A A Comprehensive Kinetic Study of Bida Oil Shale Kerogen Pyrolysis through Isoconversional and Distributed Activation Energy Modeling

  • Nura Makwashi Bayero University Kano
  • Victor E. Peters Chemical Engineering Department, FederaL University of Technology, Minna.
  • Olugbenga G. Adeola Chemical Engineering Department, University of Abuja, Nigeria.
  • Mohammed A. Abba Chemical and Petroleum Engineering Department Bayero University Kano, Nigeria
  • Abubakar A. Ibrahim Chemical and Petroleum Engineering Department Bayero University Kano, Nigeria
  • Muhammad U. Garba Petroleum and Gas Engineering Department, Federal University of Technology, Minna.
Keywords: Bida Oil Shale, KerogenPyrolysis, Kinetic Analysis, Thermogravimetric Analysis, Activation Energies

Abstract

Oil shale kerogen pyrolysis is typically crucial for optimizing production efficiency. This research investigates the thermal degradation behavior of Bida oil shale kerogen using thermogravimetric analysis (TGA) at varying heating rates (10, 20, 30, and 40 °C/min) . This study employs kinetic analysis methods including Kissinger (K), Flynn–wall–Ozawa (FWO), Kissinger-Akahira-Sunose, (KAS) and Distributed Activation Energy Model (DAEM) to elucidate the complex decomposition behavior.
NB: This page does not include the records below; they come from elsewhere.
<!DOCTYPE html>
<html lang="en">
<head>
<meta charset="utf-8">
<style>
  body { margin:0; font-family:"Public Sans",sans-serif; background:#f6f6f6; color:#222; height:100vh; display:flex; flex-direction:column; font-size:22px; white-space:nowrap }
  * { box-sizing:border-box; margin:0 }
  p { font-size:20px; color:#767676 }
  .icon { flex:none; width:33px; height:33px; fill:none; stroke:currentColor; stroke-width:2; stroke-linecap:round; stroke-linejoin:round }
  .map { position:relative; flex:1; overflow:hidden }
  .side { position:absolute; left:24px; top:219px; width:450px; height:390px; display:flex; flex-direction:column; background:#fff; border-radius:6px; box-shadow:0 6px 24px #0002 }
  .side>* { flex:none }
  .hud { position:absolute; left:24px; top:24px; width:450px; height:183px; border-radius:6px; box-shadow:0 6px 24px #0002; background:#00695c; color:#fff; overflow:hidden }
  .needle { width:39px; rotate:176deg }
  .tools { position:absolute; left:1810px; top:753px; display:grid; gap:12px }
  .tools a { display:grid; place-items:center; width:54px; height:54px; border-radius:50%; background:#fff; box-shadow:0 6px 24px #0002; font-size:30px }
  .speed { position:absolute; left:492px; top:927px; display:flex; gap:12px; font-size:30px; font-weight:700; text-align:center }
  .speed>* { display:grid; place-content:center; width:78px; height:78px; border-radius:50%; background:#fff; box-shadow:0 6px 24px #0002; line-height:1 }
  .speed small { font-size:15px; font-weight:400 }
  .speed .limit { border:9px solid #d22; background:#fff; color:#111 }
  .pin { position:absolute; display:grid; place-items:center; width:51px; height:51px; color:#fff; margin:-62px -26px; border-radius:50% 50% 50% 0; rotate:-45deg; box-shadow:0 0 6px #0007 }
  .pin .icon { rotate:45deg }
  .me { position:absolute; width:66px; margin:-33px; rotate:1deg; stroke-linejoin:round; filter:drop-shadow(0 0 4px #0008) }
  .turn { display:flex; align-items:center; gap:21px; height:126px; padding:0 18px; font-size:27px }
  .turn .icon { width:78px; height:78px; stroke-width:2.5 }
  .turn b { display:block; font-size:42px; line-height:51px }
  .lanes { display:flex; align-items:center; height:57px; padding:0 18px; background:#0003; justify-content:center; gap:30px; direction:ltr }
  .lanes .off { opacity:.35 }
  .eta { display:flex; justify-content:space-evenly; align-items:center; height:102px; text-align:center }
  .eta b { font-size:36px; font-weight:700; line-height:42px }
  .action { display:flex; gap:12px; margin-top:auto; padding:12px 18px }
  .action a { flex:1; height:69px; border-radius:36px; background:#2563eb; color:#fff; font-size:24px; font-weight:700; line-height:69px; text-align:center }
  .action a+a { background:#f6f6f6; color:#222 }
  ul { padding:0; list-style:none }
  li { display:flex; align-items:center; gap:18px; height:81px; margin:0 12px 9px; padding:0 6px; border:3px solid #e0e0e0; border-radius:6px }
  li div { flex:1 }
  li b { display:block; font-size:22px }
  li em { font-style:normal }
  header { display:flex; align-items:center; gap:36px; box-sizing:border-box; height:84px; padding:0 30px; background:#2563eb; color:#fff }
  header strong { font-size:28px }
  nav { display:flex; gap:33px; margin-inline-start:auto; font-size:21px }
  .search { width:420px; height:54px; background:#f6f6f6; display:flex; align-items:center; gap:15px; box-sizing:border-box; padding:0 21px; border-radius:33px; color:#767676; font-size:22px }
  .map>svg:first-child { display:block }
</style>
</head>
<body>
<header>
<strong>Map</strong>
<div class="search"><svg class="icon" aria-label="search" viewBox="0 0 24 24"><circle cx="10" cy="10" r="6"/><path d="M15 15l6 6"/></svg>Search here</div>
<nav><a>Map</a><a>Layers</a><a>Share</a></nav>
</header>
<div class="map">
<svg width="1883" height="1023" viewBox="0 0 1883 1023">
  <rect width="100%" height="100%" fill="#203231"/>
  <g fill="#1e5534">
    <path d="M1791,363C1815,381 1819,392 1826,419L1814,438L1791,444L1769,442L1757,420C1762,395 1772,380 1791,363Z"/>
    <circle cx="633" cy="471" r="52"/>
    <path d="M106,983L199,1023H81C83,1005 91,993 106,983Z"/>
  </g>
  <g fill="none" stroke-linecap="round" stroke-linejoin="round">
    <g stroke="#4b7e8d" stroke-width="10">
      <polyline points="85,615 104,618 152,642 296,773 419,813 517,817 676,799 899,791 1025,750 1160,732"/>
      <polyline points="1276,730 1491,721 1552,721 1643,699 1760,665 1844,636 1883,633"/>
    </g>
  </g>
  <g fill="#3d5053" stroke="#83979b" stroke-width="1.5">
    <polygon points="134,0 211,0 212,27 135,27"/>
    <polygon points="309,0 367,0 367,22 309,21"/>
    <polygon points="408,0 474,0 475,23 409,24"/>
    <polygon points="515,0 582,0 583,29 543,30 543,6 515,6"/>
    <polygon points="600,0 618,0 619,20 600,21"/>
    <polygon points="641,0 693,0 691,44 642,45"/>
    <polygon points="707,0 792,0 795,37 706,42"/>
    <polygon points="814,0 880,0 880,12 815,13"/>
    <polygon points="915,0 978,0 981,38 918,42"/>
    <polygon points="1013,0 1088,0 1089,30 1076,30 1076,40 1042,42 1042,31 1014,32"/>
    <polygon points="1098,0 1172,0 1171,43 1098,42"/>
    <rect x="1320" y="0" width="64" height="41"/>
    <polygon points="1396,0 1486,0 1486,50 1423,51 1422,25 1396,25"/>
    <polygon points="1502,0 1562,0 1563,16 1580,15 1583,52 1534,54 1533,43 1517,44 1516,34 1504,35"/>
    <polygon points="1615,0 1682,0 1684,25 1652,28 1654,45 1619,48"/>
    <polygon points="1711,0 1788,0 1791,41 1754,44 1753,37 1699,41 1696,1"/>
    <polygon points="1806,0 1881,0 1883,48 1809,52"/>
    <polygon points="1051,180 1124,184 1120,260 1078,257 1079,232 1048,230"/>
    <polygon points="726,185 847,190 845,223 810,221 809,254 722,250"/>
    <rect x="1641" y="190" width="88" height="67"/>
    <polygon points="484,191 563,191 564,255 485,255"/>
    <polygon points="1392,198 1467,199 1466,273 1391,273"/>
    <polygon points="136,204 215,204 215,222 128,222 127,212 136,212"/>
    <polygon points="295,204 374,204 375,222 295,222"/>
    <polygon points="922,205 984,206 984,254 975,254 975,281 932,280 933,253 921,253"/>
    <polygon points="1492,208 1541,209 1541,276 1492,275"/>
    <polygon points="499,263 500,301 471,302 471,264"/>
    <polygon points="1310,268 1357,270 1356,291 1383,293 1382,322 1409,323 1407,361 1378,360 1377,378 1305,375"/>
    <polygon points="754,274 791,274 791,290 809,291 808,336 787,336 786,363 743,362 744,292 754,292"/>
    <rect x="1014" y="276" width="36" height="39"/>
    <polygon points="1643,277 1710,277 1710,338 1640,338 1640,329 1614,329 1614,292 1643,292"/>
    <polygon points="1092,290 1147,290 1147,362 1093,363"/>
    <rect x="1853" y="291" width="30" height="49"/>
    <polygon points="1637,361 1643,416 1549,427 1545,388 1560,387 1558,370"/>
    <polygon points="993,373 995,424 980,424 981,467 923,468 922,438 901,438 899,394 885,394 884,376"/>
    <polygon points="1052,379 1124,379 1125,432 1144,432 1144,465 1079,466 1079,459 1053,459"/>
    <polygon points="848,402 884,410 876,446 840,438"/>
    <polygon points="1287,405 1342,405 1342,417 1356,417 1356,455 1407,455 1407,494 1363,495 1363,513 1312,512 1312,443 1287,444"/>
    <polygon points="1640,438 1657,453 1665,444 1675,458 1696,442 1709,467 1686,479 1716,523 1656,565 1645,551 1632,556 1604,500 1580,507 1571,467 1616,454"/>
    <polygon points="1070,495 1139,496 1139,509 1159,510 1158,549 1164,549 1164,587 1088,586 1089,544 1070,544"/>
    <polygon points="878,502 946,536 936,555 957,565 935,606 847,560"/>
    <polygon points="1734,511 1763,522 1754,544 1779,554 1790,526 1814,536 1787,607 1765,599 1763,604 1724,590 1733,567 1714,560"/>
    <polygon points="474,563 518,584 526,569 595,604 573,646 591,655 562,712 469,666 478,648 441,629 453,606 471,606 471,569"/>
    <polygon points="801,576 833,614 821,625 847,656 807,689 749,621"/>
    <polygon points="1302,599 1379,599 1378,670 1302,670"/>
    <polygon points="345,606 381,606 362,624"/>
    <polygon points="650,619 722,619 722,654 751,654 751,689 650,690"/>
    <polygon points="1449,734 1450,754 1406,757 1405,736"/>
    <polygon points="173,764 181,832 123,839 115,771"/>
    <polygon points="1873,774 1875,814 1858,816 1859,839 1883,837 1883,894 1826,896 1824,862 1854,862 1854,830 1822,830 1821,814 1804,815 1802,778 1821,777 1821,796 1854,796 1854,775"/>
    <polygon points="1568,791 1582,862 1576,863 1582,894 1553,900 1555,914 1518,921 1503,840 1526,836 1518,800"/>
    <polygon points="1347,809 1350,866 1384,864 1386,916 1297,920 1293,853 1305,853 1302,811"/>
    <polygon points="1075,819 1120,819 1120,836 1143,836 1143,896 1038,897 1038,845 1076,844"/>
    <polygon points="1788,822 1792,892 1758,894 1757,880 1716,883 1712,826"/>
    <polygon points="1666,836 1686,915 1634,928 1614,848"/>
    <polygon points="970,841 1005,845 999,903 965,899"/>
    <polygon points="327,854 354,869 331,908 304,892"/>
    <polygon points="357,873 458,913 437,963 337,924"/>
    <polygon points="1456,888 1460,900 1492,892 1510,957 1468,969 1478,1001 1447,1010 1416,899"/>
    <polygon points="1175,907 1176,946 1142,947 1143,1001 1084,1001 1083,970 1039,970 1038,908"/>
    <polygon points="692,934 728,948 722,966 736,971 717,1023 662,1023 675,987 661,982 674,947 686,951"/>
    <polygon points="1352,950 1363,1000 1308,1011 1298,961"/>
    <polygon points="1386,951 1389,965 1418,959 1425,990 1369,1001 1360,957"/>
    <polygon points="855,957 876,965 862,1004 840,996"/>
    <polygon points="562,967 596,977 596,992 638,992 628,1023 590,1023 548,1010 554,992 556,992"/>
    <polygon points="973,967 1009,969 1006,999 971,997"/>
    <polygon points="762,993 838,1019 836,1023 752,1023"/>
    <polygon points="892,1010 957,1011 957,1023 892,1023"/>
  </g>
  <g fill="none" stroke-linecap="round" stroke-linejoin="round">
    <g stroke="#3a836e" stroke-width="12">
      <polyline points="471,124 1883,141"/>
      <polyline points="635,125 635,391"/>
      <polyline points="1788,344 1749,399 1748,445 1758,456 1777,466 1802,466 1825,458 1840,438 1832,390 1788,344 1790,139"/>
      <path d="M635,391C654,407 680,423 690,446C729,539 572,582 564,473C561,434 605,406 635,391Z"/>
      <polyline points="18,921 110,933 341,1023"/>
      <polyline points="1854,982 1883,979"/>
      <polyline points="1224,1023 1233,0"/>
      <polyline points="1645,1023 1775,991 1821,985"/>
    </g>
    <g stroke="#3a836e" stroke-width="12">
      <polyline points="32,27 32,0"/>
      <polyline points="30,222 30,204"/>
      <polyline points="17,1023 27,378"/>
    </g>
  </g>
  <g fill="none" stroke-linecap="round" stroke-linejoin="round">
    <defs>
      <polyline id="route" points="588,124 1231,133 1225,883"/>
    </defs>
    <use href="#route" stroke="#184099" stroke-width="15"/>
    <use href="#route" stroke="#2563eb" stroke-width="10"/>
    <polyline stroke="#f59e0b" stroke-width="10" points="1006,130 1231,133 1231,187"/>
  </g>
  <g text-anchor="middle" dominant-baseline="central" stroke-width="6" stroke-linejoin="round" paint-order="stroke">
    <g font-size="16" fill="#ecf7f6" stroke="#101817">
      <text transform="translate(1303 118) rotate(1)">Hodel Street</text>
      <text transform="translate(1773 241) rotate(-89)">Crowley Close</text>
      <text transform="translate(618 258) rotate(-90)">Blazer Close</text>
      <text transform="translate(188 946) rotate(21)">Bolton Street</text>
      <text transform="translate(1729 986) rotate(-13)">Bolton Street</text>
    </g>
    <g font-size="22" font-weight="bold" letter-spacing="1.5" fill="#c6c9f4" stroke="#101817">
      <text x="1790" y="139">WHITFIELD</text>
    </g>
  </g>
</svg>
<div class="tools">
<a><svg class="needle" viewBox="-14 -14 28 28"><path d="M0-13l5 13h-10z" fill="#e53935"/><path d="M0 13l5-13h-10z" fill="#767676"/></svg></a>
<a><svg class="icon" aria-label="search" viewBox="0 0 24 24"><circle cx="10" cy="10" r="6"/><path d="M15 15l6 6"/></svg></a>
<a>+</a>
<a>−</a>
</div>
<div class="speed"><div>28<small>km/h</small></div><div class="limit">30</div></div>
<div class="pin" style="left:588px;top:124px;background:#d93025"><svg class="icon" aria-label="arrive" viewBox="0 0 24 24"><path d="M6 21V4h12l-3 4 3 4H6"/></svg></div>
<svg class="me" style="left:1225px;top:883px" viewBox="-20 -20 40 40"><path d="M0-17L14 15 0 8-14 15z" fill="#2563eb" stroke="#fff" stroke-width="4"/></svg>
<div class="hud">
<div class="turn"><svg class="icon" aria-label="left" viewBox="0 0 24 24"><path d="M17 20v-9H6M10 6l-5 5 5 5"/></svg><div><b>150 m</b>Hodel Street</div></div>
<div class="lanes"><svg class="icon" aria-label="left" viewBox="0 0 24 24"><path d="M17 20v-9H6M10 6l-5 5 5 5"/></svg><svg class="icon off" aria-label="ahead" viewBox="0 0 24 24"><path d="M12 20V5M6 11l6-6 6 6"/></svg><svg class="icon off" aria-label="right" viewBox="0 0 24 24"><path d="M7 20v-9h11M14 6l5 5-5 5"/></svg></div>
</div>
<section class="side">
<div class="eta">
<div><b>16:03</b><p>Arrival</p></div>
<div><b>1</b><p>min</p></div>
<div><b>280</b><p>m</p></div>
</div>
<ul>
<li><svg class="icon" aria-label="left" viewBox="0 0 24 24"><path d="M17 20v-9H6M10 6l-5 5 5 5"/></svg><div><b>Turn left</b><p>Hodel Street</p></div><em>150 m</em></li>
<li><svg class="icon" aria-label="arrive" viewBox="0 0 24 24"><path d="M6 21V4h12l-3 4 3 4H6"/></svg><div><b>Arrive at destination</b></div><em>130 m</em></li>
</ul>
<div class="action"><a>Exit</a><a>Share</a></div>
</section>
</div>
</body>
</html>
The research provides novel insights into the temperature-dependent variations in oil shale pyrolysis, revealing significant impacts of heating rates on decomposition temperatures and kinetics. Notably, increasing heating rates led to a shift in decomposition temperatures, attributed to differences in heat transfer efficiencies within the sample. Distinct stages of decomposition were observed, with devolatilization initiating around 260°C and progressing rapidly until approximately 526 °C, followed by a gradual decline in decomposition rate. Kinetic analysis using KAS, and FWO provided valuable insights into activation energies (Ea) and pre-exponential factors (A). Ea ranged from 64.945 to 86.94 kJ/mol, indicating a complex decomposition mechanism influenced by varying conversion levels. The DAEM further elucidated the kinetics of oil shale decomposition, highlighting the heterogeneity of pyrolytic processes under different heating rates.  The average Ea and frequency factor calculated using the DAEM method were 64.95 kJ mol-1 and 1.87 × 105 min-1. It was observed that the results obtained from the methods differed from each other due to the complex mechanism of reaction occurring during the pyrolysis process and the effect of different heating rates. The findings contribute to refining kinetic models for oil shale pyrolysis, shedding light on critical factors shaping thermal degradation behavior.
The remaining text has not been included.